Gaussian basis sets for use in correlated molecular calculations. XI. Pseudopotential-based and all-electron relativistic basis sets for alkali metal (K–Fr) and alkaline earth (Ca–Ra) elements

• Published in: The Journal of chemical physics Vol. 147; no. 24; pp. 244106 - 244117
• Main Authors: Hill, J. Grant, Peterson, Kirk A.
• Format: Journal Article
• Language: English
• Published: United States American Institute of Physics 28.12.2017
• ISSN: 0021-9606; 1089-7690; 1089-7690
• DOI: 10.1063/1.5010587

New correlation consistent basis sets based on pseudopotential (PP) Hamiltonians have been developed from double- to quintuple-zeta quality for the late alkali (K–Fr) and alkaline earth (Ca–Ra) metals.
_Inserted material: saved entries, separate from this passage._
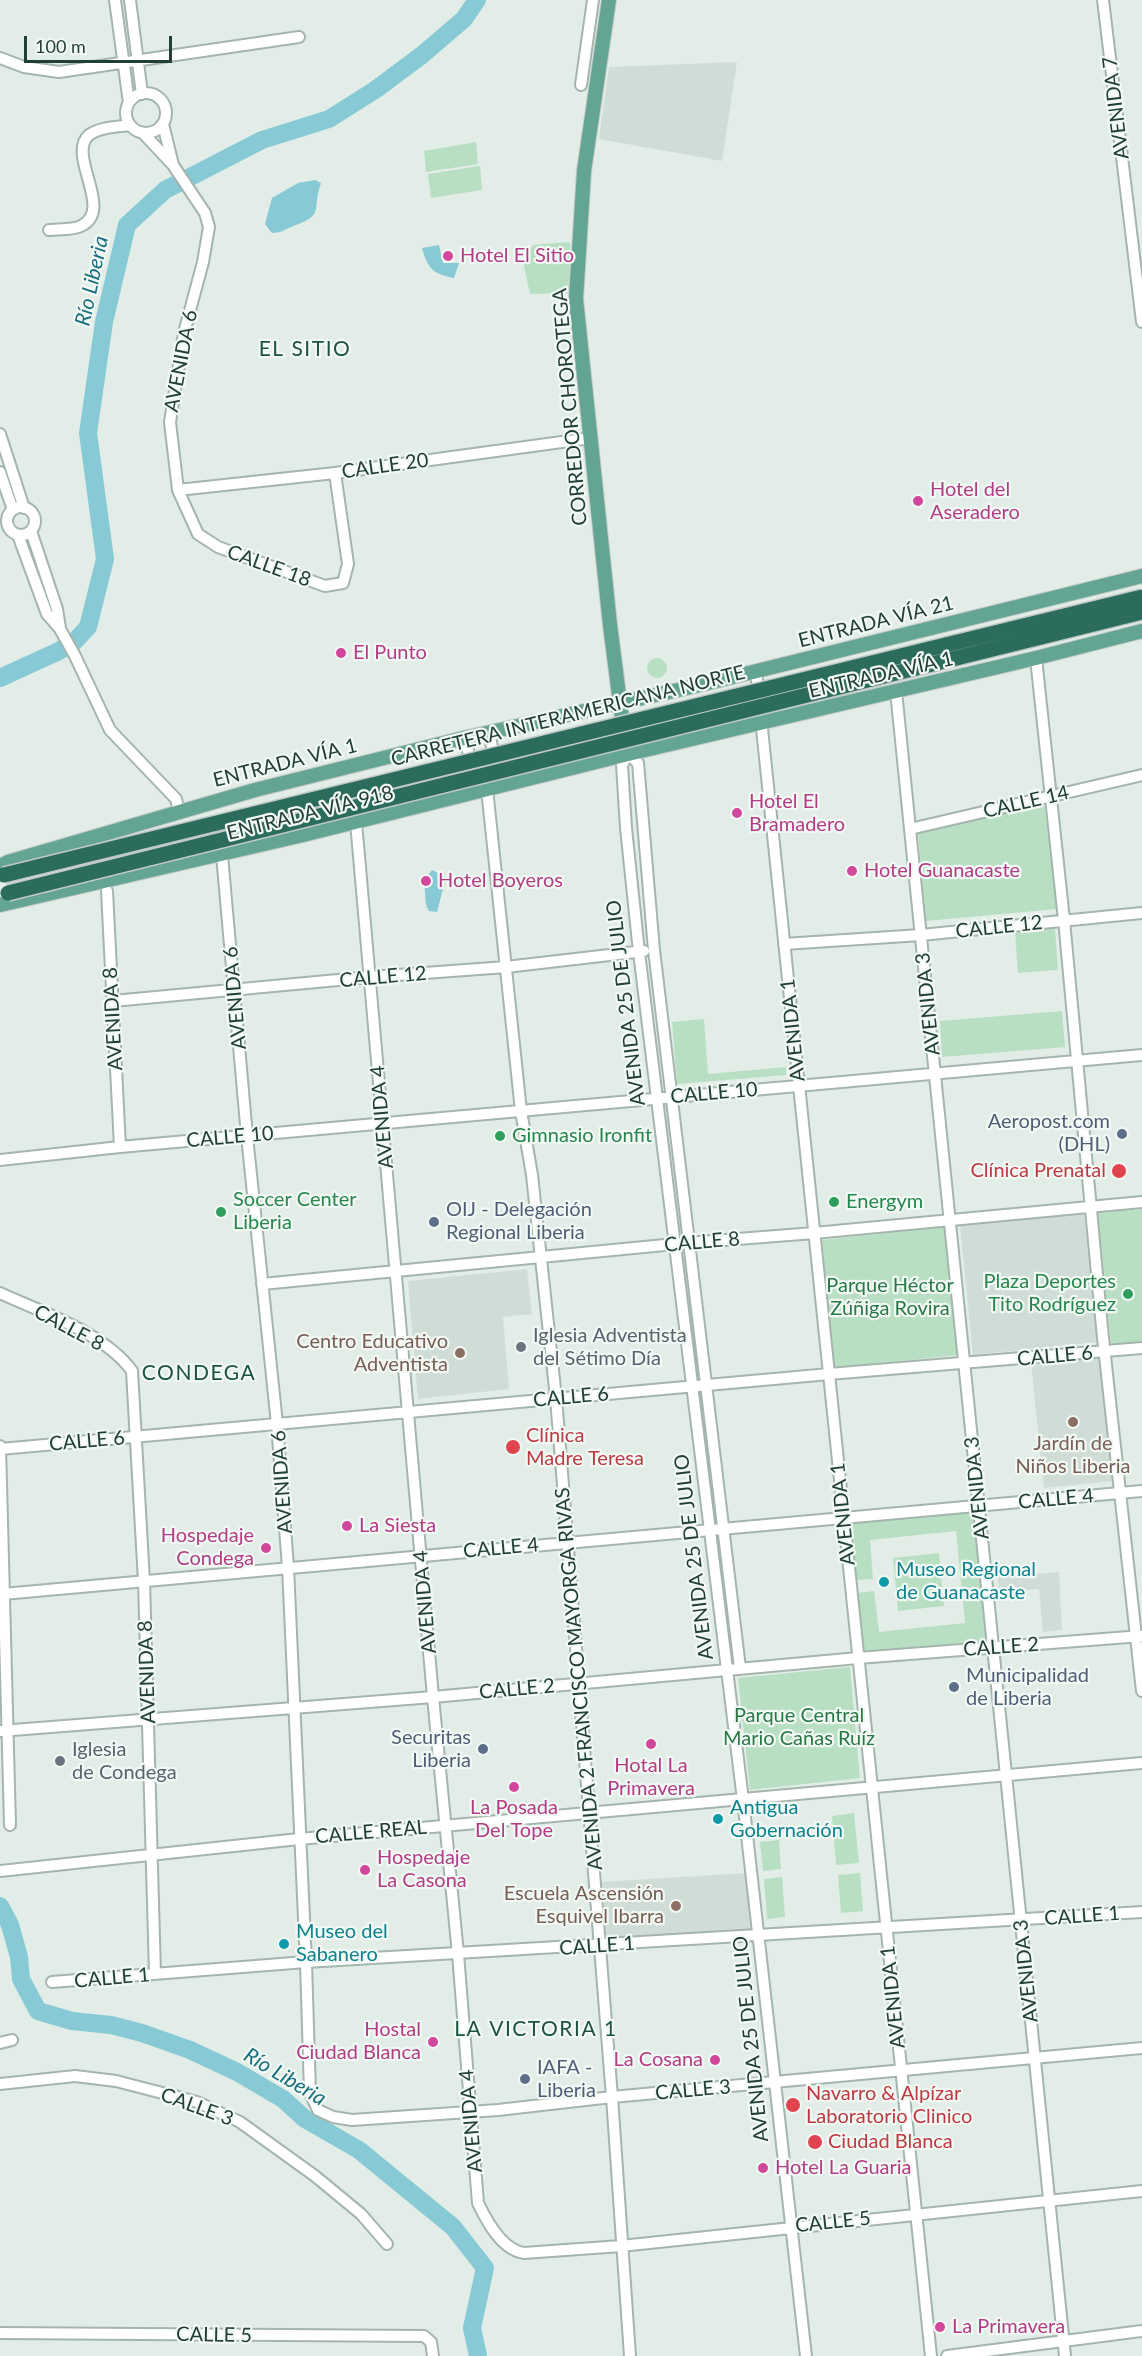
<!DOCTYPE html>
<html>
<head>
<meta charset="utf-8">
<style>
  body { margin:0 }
  #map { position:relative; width:1142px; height:2356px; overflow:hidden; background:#e2ede7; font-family:Lato,sans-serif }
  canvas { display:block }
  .scale { position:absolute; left:24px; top:36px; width:148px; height:27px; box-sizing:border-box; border:3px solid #213f36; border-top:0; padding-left:8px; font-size:18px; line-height:21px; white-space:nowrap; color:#213f36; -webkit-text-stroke:4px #f2f9f5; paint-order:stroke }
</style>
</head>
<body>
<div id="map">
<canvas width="1142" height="2356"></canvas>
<div class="scale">100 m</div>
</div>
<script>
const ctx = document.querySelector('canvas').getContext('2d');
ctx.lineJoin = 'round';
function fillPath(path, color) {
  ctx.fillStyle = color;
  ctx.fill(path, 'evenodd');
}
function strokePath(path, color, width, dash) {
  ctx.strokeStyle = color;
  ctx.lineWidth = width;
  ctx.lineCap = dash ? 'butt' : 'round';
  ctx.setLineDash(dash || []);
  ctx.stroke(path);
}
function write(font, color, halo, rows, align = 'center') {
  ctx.font = font + ' Lato,sans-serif';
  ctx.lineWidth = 4.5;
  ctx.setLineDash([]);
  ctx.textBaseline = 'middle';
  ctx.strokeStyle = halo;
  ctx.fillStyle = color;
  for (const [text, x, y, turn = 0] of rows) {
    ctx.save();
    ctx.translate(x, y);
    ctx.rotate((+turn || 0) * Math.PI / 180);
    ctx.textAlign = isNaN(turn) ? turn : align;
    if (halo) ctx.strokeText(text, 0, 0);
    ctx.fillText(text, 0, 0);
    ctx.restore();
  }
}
fillPath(new Path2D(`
  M737,62L722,161L599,139L609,67Z
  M1084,1213L1097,1342L973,1355L960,1226Z
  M527,1269L532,1314L503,1317L509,1389L418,1399L408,1281Z
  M1102,1355L1113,1481L1044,1488L1031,1363Z
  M1059,1572L1062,1630L1043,1632L1039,1589L999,1592L998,1577Z
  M747,1873L750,1929L606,1938L602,1882Z`), '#d0ddd6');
fillPath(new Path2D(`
  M476,142L478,164L426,172L424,151Z
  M480,166L482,190L431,198L428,174Z
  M570,242L573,293L530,294L523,261L533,245Z
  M647 668a10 10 0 1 1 20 0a10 10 0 1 1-20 0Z
  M1044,803L1057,909L926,921L918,833Z
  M1055,928L1058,970L1018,973L1015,932Z
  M1062,1011L1065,1047L942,1057L940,1021Z
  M704,1019L708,1074L786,1067V1075L677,1084L672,1022Z
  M1142,1209V1342L1111,1345L1098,1213Z
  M945,1227L958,1355L834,1368L822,1240Z
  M974,1511L989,1641L863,1651L857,1593L874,1591L879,1632L965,1623L956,1531L870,1540L873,1579L856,1580L850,1524Z
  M939,1553L944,1606L898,1611L893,1558Z
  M850,1667L860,1778L750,1790L738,1678Z
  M854,1813L859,1863L836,1865L832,1816Z
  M779,1840L781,1869L763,1871L760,1842Z
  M860,1873L863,1911L841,1913L838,1875Z
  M782,1877L785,1917L767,1919L764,1879Z`), '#b9dfc3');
fillPath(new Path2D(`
  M315,180L321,183C311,213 326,214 291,227C284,230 280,233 272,233L265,224L272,198L298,183Z
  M439,245L443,263H459L454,278C433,274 428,269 422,248Z
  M432,870L446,877L437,912L429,911C423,902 427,891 423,881Z`), '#87cad5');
strokePath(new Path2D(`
  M0,678L59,651L75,641L88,627L105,559L88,433L104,322L127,225L165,190L262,140L329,119L375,90L422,55L464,19L477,0
  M0,1906L10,1925L19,1957L21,1979L38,2011L72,2021L111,2025L142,2033L190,2050L237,2072L283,2099L305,2119L359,2150L453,2227L485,2268L472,2328L478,2356`), '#87cad5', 18);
const minor = new Path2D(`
  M115,0L129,103
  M130,0L142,94
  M1103,0L1142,322
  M0,58L24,67L59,72L299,37
  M581,85L593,0
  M126 113a20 20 0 1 1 40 0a20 20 0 1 1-40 0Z
  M163,124L173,165
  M143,133L173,165L205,213L209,227L203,262L184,333L170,422L178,490L198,534L218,547L325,586L343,583L348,564L335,473
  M49,230C58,229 73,230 81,226C115,210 66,155 89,135C100,127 117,127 130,125
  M0,434L24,508
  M0,472L13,510
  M178,490L335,473L591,438
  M7 521a14 14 0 1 1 28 0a14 14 0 1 1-28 0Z
  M31,531L57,609L60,628
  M18,535L47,614L60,629L75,656L110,730L176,799L179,811
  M1036,658L1064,920L1103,1338L1142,1691
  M756,671L931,2356
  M896,691L1065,2356
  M489,732L495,762
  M464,738L478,783
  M487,789L521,1111L532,1175L556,1398L612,2097L630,2356
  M356,822L433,1697L458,1954L478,2203C487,2222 502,2250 524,2253L621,2246L1142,2191
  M910,829L1142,775
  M222,855L247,1136L277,1424L288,1567L306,1962L310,2093L318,2110L333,2117L352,2120L498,2110L612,2097L1142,2048
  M107,891L120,1147
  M784,944L921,935L1142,913
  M113,1001L370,977L506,967L644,951
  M0,1160L120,1147L1142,1055
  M262,1284L675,1244L814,1233L1142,1202
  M0,1293C41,1312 105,1333 132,1371L144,1581L155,1974
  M0,1446L10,1825
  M0,1449L829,1374L1142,1348
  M3,1594L1142,1491
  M740,1668L654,950L638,763L628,754L622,765L626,828L639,952L743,1800L806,2356
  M0,1731L433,1697L858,1658L1142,1636
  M0,1871L299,1839L1142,1763
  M52,1982L306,1962L1142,1912
  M0,2043L12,2040
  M0,2084L75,2076L116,2081L197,2102L240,2122L315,2176L361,2214L387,2244
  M0,2333L424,2336L431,2342L433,2356
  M947,2356L1142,2331`);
const major = new Path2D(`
  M609,0L584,171L576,299L610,625L624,734
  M0,866L8,862L255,790L464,738L700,685L1142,576
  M0,905L303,835L628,754L1036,658L1142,631`);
strokePath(minor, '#a4b5ae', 14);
strokePath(major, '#c1c9c7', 16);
strokePath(minor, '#fff', 10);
strokePath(major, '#64a492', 14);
const highwayBridge = new Path2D(`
  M4,875L1142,597
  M8,893L1142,612`);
strokePath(highwayBridge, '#c1c9c7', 18, []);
strokePath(highwayBridge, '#2b6c5d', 15);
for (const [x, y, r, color] of [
  [448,256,6,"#d1479c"],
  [918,501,6,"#d1479c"],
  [341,653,6,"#d1479c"],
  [737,813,6,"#d1479c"],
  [852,871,6,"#d1479c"],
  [426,881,6,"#d1479c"],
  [1122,1134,6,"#5c6f8a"],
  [500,1136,6,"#2e9e5b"],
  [1119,1171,8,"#e0444e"],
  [834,1202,6,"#2e9e5b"],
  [221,1212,6,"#2e9e5b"],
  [434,1222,6,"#5c6f8a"],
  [1128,1294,6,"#2e9e5b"],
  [521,1347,6,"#6b7280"],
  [460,1353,6,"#8d6e63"],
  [1073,1422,6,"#8d6e63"],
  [513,1447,8,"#e0444e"],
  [347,1526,6,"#d1479c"],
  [266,1548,6,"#d1479c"],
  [884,1582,6,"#0f9aa8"],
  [954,1687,6,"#5c6f8a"],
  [651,1744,6,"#d1479c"],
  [483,1749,6,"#5c6f8a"],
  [60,1761,6,"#6b7280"],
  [514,1787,6,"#d1479c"],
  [718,1819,6,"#0f9aa8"],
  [365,1870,6,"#d1479c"],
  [676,1906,6,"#8d6e63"],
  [284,1944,6,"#0f9aa8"],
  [433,2042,6,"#d1479c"],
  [715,2060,6,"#d1479c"],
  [525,2079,6,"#5c6f8a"],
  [793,2105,8,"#e0444e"],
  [815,2142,8,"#e0444e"],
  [763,2168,6,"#d1479c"],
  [940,2327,6,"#d1479c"]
]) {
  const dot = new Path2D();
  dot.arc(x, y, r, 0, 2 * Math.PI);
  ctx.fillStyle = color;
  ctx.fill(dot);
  strokePath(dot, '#f2f9f5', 2);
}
write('20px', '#213f36', '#f2f9f5', [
  ["AVENIDA 7",1116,108,-97],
  ["AVENIDA 6",181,361,-79],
  ["CORREDOR CHOROTEGA",570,407,-95],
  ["CALLE 20",385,466,-8],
  ["CALLE 18",269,566,20],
  ["ENTRADA VÍA 21",876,622,-14],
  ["ENTRADA VÍA 1",881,675,-13],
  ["CARRETERA INTERAMERICANA NORTE",568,716,-14],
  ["ENTRADA VÍA 1",285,763,-14],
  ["CALLE 14",1026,802,-13],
  ["ENTRADA VÍA 918",310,813,-14],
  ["CALLE 12",999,927,-6],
  ["CALLE 12",383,977,-5],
  ["AVENIDA 6",235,998,-95],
  ["AVENIDA 25 DE JULIO",626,1003,-97],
  ["AVENIDA 3",928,1004,-96],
  ["AVENIDA 8",113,1019,-93],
  ["AVENIDA 1",793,1030,-96],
  ["CALLE 10",714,1093,-5],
  ["AVENIDA 4",382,1117,-95],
  ["CALLE 10",230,1137,-5],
  ["CALLE 8",702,1242,-5],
  ["CALLE 8",69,1328,28],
  ["CALLE 6",1055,1356,-5],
  ["CALLE 6",571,1397,-5],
  ["CALLE 6",87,1441,-5],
  ["AVENIDA 6",282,1482,-94],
  ["AVENIDA 3",977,1488,-96],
  ["CALLE 4",1056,1499,-5],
  ["AVENIDA 1",843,1514,-96],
  ["CALLE 4",501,1548,-5],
  ["AVENIDA 25 DE JULIO",694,1557,-97],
  ["AVENIDA 4",425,1602,-95],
  ["CALLE 2",1001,1647,-4],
  ["AVENIDA 8",147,1672,-92],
  ["AVENIDA 2 FRANCISCO MAYORGA RIVAS",579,1679,-95],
  ["CALLE 2",517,1689,-5],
  ["CALLE REAL",371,1832,-5],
  ["CALLE 1",1082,1916,-4],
  ["CALLE 1",597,1946,-4],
  ["AVENIDA 3",1026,1971,-96],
  ["CALLE 1",112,1978,-5],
  ["AVENIDA 1",893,1997,-96],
  ["AVENIDA 25 DE JULIO",751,2039,-96],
  ["CALLE 3",693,2090,-5],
  ["CALLE 3",197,2107,20],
  ["AVENIDA 4",471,2121,-95],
  ["CALLE 5",833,2222,-6],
  ["CALLE 5",214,2335,1]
]);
write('20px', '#b23c85', '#f2f9f5', [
  ["Hotel El Sitio",460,256],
  ["Hotel del",930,490],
  ["Aseradero",930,513],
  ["El Punto",353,653],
  ["Hotel El",749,802],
  ["Bramadero",749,825],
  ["Hotel Guanacaste",864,871],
  ["Hotel Boyeros",438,881],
  ["La Siesta",359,1526],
  ["Hospedaje",254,1536,"right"],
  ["Condega",254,1559,"right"],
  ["Hotal La",651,1766,"center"],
  ["Primavera",651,1789,"center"],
  ["La Posada",514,1808,"center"],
  ["Del Tope",514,1831,"center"],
  ["Hospedaje",377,1858],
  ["La Casona",377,1881],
  ["Hostal",421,2030,"right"],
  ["Ciudad Blanca",421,2053,"right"],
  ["La Cosana",703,2060,"right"],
  ["Hotel La Guaria",775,2168],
  ["La Primavera",952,2327]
], 'left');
write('20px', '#4e5e75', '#f2f9f5', [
  ["Aeropost.com",1110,1122,"right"],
  ["(DHL)",1110,1145,"right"],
  ["OIJ - Delegación",446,1210],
  ["Regional Liberia",446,1233],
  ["Municipalidad",966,1676],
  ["de Liberia",966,1699],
  ["Securitas",471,1738,"right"],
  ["Liberia",471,1761,"right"],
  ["IAFA -",537,2068],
  ["Liberia",537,2091]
], 'left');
write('20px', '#27864d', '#f2f9f5', [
  ["Gimnasio Ironfit",512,1136],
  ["Soccer Center",233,1200],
  ["Liberia",233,1223],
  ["Energym",846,1202],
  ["Plaza Deportes",1116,1282,"right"],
  ["Tito Rodríguez",1116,1305,"right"]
], 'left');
write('20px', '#be3a42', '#f2f9f5', [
  ["Clínica Prenatal",1106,1171,"right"],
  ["Clínica",526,1436],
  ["Madre Teresa",526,1459],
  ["Navarro & Alpízar",806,2094],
  ["Laboratorio Clinico",806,2117],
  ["Ciudad Blanca",828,2142]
], 'left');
write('20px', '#297845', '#f2f9f5', [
  ["Parque Héctor",890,1286],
  ["Zúñiga Rovira",890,1309],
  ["Parque Central",799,1716],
  ["Mario Cañas Ruíz",799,1739]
]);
write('20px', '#5b616d', '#f2f9f5', [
  ["Iglesia Adventista",533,1336],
  ["del Sétimo Día",533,1359],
  ["Iglesia",72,1750],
  ["de Condega",72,1773]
], 'left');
write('20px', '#785e54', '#f2f9f5', [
  ["Centro Educativo",448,1342],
  ["Adventista",448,1365],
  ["Jardín de",1073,1444,"center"],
  ["Niños Liberia",1073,1467,"center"],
  ["Escuela Ascensión",664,1894],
  ["Esquivel Ibarra",664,1917]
], 'right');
write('20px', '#0d838f', '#f2f9f5', [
  ["Museo Regional",896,1570],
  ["de Guanacaste",896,1593],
  ["Antigua",730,1808],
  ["Gobernación",730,1831],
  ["Museo del",296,1932],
  ["Sabanero",296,1955]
], 'left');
write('italic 21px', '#186f7e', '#f2f9f5', [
  ["Río Liberia",92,281,-78],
  ["Río Liberia",285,2077,31]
]);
ctx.letterSpacing = '1.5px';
write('21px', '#1c5243', '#f2f9f5', [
  ["EL SITIO",305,349],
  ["CONDEGA",199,1373],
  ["LA VICTORIA 1",536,2029]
]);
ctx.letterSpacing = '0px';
</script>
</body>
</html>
These are accompanied by new all-electron basis sets of double- to quadruple-zeta quality that have been contracted for use with both Douglas-Kroll-Hess (DKH) and eXact 2-Component (X2C) scalar relativistic Hamiltonians. Sets for valence correlation (ms), cc-pVnZ-PP and cc-pVnZ-(DK,DK3/X2C), in addition to outer-core correlation [valence + (m−1)sp], cc-p(w)CVnZ-PP and cc-pwCVnZ-(DK,DK3/X2C), are reported. The –PP sets have been developed for use with small-core PPs [I. S. Lim et al., J. Chem. Phys. 122, 104103 (2005) and I. S. Lim et al., J. Chem. Phys. 124, 034107 (2006)], while the all-electron sets utilized second-order DKH Hamiltonians for 4s and 5s elements and third-order DKH for 6s and 7s. The accuracy of the basis sets is assessed through benchmark calculations at the coupled-cluster level of theory for both atomic and molecular properties. Not surprisingly, it is found that outer-core correlation is vital for accurate calculation of the thermodynamic and spectroscopic properties of diatomic molecules containing these elements.